Above everyone else, it is Cho and Penn as the titular duo that make this movie so special. An odd couple for the modern era, Harold is an uptight and overworked straight man, while Penn is a genius who prefers partying to applying to med school. Although the two have their differences, their friendship is endearing and believable. Rather than having either character be the "cool one," they both face condescension from the people that fill their equally average lives. The fact that they are minorities living in New Jersey is not lost on the film either. Harold and Kumar both combat racism, but rather than making racism the butt of the joke, the movie places the casual racists as obnoxious and abusive while maintaining the main characters' rationally annoyed perspectives.

Ultimately, Harold and Kumar are relatable - ordinary people making an ordinary fast food run that gradually turns extraordinary. By the film's third act, the protagonists have undergone high speed chases, car accidents, a battle with a racoon, and an encounter with a disfigured Christian zealot in the woods. Later, they inexplicably pick up a hitchhiking Neil Patrick Harris (played by himself), who highjacks their car to go on a drug infused, horny bender. Oh, and they also impersonate doctors, break out of jail, and smoke marajuana with a cheetah in the forest.

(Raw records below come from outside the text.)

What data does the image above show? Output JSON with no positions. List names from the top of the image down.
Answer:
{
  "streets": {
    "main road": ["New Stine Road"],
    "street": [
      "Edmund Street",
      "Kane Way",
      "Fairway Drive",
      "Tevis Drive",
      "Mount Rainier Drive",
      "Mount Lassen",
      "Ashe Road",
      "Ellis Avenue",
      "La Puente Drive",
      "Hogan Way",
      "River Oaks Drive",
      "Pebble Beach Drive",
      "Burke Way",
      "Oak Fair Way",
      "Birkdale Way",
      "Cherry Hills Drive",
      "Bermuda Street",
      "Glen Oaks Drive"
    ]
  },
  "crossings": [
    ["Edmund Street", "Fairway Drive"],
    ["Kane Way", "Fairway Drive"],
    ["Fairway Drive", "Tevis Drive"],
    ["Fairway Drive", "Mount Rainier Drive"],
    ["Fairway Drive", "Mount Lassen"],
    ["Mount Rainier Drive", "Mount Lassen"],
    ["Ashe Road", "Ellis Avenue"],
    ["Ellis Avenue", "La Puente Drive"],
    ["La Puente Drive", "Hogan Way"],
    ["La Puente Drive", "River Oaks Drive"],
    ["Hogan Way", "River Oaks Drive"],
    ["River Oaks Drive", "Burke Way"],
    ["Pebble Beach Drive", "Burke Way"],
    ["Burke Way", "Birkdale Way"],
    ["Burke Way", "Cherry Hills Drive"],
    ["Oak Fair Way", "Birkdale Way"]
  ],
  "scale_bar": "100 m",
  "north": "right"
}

It is hard to imagine all of that happening in a single film, but "Harold & Kumar Go To White Castle" fluidly offers one absurd episode after another with uncompromised pacing. It has the cult qualities of "The Big Lebowski" with the general comedic appeal of "American Pie." Admittedly, movie probably appeals to male potheads the most and to Academy members the least, but judged against other raunchy comedies circa 2004, it surely stands out. Given today's call for more movies focused on non-white characters, I wouldn't be surprised to see Harold and Kumar make a comeback. In an odd way, they were ahead of their time.